> **What to work on**:
Copy each line below in which the string "textBaseline" appears.

### Record set ###

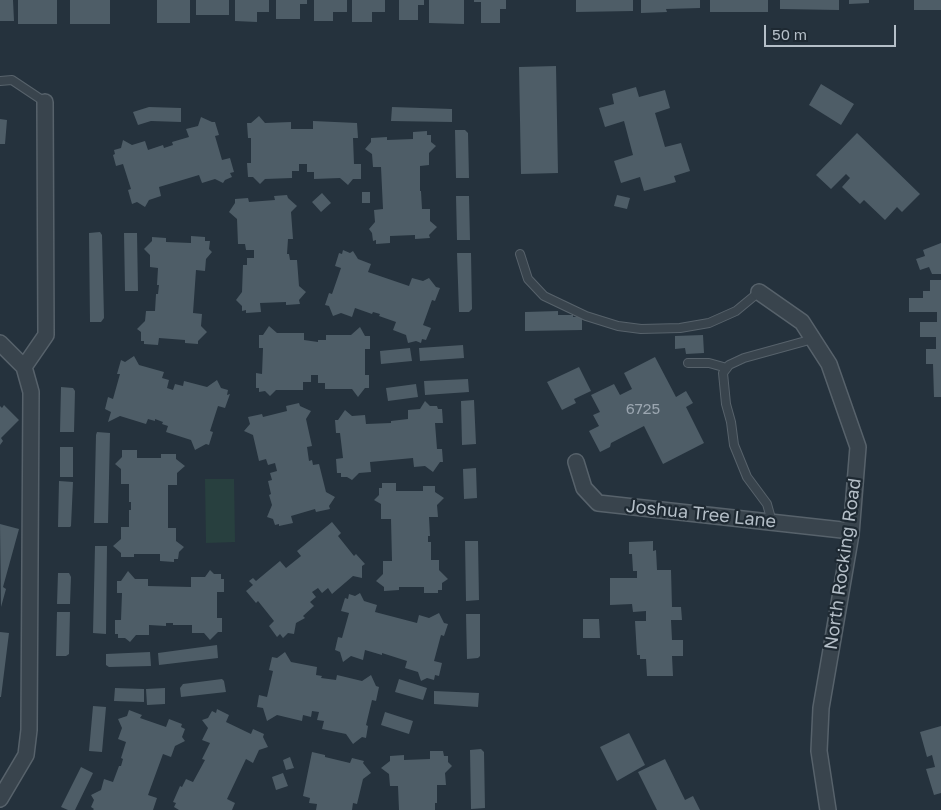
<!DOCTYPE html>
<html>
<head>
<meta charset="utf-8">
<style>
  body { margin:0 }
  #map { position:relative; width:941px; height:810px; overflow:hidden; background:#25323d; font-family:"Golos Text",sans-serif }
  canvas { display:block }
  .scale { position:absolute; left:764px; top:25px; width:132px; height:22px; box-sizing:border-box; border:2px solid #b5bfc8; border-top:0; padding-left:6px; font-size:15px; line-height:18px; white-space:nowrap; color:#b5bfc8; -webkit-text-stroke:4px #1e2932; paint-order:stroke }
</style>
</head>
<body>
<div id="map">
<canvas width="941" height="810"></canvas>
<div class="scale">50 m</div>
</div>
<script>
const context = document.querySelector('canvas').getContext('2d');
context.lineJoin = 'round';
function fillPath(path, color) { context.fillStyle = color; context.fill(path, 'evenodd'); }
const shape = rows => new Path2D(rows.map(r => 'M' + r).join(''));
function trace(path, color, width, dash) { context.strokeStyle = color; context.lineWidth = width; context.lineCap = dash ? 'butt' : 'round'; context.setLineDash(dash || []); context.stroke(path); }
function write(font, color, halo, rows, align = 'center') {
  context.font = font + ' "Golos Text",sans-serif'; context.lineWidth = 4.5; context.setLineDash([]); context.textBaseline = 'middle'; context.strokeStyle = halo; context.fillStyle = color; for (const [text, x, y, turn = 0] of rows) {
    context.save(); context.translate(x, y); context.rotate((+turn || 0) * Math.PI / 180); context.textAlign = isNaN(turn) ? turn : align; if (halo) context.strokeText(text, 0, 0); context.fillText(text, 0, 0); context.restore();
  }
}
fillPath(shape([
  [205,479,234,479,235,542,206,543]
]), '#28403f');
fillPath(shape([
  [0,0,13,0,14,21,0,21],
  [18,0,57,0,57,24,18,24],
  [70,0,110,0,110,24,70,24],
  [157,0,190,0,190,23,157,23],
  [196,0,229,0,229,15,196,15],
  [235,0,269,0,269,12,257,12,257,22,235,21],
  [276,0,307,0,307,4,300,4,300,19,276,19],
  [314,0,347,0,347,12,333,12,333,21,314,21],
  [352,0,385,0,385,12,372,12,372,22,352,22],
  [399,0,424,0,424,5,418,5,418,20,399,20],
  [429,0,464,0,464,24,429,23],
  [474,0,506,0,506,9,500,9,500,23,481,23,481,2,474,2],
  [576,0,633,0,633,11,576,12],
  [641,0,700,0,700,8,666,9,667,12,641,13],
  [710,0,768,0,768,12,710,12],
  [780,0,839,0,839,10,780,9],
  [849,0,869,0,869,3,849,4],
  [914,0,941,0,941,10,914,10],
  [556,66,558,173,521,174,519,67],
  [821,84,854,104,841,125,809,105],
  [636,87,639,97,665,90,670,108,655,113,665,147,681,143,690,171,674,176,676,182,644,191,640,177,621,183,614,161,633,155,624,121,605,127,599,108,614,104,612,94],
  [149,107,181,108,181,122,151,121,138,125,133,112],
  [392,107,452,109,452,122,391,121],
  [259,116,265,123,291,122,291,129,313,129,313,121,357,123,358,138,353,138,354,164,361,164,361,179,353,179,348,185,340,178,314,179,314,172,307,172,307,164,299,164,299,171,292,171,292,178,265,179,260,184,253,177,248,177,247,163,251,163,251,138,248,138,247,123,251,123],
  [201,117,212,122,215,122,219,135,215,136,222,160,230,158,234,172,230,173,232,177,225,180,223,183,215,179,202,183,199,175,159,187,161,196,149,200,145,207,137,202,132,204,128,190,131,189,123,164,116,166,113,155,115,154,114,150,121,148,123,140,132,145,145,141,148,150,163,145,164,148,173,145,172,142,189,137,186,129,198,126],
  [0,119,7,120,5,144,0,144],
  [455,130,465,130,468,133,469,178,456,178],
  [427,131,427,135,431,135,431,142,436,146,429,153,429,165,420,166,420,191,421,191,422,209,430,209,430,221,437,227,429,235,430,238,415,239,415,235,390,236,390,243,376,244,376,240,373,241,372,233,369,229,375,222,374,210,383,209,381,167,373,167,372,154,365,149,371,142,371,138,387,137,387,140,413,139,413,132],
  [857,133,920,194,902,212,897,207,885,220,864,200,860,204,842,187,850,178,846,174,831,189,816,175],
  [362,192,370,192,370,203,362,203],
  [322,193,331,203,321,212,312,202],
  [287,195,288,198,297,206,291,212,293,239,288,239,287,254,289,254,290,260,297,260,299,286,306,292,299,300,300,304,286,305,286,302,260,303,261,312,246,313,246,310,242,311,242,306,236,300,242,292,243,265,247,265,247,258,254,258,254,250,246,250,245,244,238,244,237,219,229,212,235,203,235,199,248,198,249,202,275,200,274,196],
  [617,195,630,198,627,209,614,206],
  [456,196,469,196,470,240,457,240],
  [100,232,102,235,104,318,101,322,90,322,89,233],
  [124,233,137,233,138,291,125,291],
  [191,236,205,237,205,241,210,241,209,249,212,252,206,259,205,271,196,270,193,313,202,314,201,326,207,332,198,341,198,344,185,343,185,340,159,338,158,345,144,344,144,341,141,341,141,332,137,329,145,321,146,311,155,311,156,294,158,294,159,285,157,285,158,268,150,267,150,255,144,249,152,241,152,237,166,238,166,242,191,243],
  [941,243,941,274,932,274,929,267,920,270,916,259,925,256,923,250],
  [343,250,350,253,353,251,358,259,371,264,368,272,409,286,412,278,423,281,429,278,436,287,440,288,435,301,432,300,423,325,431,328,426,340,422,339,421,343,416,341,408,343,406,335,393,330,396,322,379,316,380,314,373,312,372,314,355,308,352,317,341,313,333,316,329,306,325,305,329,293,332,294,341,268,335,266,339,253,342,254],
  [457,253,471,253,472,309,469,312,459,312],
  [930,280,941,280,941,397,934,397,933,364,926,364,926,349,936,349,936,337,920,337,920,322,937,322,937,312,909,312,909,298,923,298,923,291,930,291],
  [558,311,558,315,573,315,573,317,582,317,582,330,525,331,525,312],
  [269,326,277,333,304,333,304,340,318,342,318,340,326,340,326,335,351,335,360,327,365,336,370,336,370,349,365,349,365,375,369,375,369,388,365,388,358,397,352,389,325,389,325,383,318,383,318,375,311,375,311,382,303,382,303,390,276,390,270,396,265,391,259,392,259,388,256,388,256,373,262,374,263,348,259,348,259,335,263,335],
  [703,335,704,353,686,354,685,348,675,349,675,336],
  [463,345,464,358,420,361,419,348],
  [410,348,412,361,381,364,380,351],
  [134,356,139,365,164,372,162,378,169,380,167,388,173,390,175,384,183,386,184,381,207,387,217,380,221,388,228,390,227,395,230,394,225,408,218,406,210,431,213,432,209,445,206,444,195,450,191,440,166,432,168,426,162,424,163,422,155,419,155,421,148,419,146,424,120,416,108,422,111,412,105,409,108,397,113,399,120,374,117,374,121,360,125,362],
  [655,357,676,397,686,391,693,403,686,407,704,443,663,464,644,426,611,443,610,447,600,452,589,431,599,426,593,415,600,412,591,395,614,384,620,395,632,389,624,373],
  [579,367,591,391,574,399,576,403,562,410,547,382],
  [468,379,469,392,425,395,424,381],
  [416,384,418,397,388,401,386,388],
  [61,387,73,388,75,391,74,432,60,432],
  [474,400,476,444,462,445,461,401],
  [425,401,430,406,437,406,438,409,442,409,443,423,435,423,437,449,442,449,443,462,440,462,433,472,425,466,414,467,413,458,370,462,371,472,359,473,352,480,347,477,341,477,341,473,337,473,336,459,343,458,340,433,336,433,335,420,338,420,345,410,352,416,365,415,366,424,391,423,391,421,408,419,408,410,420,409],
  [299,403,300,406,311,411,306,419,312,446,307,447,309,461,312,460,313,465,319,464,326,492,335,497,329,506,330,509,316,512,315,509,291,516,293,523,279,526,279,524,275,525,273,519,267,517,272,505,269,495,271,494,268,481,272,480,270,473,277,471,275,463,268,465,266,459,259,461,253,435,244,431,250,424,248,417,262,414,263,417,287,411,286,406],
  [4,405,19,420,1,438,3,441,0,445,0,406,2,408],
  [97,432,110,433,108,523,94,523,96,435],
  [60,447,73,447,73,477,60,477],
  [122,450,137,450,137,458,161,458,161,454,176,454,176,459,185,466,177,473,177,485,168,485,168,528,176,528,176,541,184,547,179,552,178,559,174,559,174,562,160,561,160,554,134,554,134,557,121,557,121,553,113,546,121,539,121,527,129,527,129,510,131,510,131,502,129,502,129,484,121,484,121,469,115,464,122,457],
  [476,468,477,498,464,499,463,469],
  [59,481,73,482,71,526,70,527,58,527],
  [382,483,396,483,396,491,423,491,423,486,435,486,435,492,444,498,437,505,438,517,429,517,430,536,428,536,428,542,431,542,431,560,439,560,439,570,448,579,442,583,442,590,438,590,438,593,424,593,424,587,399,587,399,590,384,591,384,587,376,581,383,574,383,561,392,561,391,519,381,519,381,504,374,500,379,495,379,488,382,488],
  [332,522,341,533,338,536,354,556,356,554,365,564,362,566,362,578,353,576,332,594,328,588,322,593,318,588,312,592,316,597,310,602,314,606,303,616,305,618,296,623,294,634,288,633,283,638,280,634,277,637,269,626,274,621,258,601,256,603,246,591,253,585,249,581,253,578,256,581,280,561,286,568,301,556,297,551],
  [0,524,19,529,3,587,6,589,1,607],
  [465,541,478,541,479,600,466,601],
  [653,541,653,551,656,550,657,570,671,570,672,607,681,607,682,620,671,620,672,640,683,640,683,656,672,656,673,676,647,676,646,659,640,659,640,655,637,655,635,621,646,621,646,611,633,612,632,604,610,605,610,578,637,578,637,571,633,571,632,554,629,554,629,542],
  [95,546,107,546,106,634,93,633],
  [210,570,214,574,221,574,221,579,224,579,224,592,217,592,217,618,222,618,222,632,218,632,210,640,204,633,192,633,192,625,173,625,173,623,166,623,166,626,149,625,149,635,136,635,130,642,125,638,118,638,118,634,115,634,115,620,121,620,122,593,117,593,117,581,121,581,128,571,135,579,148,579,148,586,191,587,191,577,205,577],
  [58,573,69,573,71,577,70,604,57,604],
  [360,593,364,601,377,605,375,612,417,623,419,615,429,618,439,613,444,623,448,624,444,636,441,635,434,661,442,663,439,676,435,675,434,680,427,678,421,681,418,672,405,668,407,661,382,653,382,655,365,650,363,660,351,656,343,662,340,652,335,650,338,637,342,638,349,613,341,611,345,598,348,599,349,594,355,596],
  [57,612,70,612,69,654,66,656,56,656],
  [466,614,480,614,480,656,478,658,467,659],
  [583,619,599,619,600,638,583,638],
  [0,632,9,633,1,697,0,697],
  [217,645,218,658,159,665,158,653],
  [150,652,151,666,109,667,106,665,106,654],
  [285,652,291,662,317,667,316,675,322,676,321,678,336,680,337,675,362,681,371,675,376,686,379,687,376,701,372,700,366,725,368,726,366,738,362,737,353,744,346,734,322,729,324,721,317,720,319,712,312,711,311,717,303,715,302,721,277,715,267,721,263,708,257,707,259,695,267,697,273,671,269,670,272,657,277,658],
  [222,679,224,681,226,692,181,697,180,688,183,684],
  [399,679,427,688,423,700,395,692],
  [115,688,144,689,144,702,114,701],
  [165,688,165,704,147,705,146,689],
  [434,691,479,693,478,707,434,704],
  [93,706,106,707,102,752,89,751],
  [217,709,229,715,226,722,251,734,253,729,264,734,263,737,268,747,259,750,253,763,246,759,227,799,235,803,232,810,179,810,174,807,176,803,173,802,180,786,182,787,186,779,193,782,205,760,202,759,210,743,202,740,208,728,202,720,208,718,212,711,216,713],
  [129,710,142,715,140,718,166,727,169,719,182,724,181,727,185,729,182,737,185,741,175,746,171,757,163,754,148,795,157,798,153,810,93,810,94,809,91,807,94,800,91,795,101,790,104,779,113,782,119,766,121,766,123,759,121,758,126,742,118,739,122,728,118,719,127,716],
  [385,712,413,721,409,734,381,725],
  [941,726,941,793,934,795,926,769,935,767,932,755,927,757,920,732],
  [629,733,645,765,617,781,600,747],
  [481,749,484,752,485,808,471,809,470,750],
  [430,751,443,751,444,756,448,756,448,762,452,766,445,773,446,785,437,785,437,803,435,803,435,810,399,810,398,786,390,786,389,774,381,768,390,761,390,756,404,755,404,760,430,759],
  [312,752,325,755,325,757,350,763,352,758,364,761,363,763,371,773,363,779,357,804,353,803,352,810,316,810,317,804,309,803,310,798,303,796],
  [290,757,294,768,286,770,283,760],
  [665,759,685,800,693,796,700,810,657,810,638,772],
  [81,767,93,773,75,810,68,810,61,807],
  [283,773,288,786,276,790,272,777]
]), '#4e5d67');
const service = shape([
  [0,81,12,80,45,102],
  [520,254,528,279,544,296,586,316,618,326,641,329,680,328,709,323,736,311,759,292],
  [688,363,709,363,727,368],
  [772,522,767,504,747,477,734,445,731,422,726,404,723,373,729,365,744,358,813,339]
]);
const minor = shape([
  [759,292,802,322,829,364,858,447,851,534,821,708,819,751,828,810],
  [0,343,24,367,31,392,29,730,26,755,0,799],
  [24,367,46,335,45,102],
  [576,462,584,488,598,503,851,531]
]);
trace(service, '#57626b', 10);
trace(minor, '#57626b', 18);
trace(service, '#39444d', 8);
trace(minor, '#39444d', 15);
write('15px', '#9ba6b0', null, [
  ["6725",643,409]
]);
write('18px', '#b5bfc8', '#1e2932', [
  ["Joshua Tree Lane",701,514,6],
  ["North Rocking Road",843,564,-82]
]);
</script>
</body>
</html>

###
### Record set ###

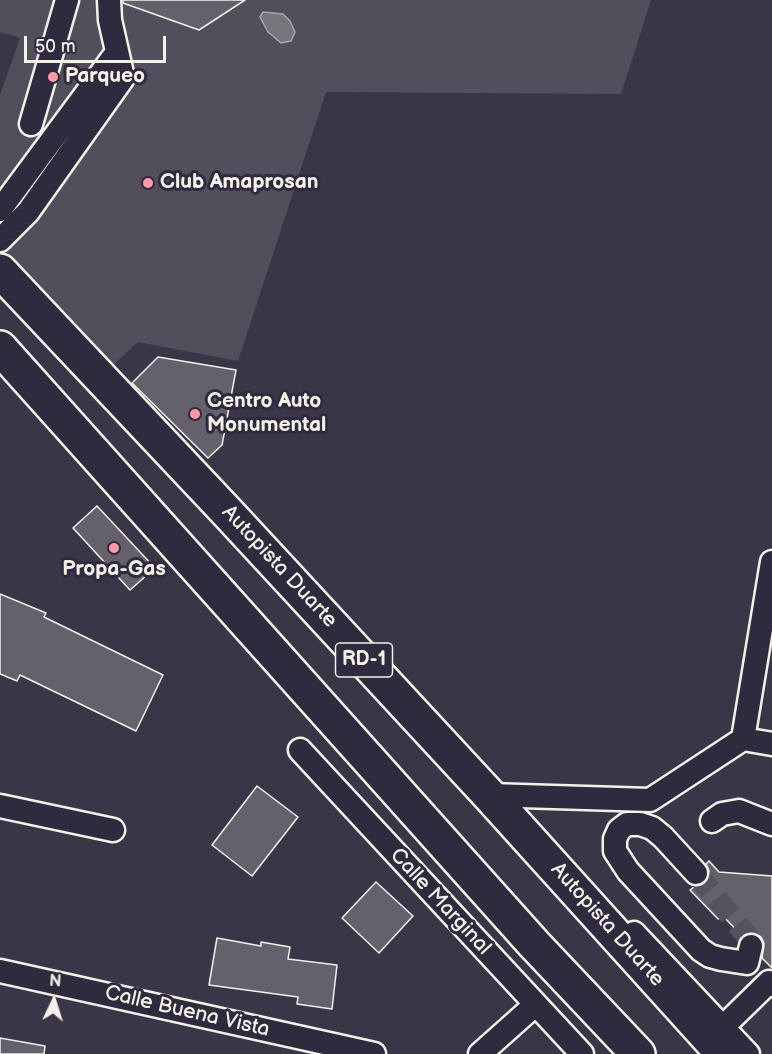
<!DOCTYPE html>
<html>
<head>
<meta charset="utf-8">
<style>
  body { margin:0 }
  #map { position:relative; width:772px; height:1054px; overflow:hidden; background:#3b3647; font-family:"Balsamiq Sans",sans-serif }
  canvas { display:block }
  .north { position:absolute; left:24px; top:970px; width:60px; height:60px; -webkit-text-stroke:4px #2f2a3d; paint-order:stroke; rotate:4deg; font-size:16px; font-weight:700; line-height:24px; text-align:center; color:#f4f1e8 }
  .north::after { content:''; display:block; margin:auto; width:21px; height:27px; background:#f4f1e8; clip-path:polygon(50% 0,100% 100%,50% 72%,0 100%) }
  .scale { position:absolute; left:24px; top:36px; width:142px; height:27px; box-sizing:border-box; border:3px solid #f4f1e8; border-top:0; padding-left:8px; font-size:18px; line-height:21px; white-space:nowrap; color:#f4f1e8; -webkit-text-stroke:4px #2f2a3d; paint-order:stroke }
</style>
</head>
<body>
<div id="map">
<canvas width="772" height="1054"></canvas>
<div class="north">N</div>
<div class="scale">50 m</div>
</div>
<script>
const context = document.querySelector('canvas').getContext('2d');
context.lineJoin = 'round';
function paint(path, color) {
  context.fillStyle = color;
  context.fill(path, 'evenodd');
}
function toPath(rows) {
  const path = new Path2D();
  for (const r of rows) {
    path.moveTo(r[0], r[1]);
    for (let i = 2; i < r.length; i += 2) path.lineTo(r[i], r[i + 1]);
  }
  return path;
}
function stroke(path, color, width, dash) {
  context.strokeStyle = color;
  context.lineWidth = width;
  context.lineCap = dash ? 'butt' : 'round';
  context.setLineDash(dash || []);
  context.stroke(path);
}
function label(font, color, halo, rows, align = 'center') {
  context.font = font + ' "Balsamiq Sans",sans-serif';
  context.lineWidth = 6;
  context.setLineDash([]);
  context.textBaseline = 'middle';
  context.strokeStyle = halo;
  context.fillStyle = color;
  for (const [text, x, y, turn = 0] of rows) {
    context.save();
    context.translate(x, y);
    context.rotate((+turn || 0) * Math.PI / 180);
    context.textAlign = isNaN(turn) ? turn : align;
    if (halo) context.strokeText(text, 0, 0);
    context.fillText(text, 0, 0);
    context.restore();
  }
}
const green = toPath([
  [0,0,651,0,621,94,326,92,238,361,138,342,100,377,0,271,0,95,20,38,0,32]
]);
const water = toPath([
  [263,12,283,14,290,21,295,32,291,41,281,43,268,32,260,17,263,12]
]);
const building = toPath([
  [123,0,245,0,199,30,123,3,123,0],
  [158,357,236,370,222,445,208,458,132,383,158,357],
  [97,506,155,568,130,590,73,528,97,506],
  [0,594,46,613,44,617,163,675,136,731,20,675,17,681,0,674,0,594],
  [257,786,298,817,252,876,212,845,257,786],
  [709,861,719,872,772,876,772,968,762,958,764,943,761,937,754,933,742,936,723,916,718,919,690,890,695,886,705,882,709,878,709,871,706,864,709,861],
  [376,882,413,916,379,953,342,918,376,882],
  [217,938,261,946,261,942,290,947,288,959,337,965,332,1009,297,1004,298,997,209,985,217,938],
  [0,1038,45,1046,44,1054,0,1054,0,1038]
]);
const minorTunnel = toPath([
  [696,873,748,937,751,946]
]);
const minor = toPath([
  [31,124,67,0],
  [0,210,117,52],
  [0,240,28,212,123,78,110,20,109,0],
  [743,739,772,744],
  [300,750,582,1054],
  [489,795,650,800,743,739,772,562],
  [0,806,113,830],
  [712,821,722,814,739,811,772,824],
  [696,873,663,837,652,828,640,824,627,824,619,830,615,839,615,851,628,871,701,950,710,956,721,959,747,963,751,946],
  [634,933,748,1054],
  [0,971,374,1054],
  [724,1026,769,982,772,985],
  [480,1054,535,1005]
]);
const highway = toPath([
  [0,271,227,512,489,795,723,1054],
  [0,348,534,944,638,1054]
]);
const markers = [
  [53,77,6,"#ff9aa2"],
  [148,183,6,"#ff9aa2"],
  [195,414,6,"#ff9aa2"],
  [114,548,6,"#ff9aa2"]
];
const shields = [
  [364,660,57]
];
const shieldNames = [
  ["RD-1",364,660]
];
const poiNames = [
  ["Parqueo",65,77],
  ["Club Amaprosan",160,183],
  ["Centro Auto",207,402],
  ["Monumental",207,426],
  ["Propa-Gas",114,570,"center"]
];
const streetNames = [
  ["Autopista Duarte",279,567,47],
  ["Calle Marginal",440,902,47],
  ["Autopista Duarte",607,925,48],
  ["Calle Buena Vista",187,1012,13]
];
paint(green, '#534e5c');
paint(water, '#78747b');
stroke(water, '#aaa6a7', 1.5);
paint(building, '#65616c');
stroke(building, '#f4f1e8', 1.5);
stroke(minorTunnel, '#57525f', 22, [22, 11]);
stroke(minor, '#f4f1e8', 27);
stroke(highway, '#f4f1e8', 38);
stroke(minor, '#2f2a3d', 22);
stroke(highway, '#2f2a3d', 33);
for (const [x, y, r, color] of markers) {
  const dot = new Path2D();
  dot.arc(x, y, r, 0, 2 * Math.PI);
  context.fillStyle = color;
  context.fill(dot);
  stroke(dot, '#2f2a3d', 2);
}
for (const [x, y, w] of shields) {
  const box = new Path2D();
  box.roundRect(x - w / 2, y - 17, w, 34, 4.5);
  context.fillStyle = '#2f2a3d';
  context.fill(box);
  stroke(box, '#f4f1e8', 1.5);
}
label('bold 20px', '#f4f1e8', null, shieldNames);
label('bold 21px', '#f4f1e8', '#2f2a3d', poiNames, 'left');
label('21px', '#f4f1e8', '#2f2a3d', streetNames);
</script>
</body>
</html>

###

> **Result of this task**:
  context.font = font + ' "Golos Text",sans-serif'; context.lineWidth = 4.5; context.setLineDash([]); context.textBaseline = 'middle'; context.strokeStyle = halo; context.fillStyle = color; for (const [text, x, y, turn = 0] of rows) {
  context.textBaseline = 'middle';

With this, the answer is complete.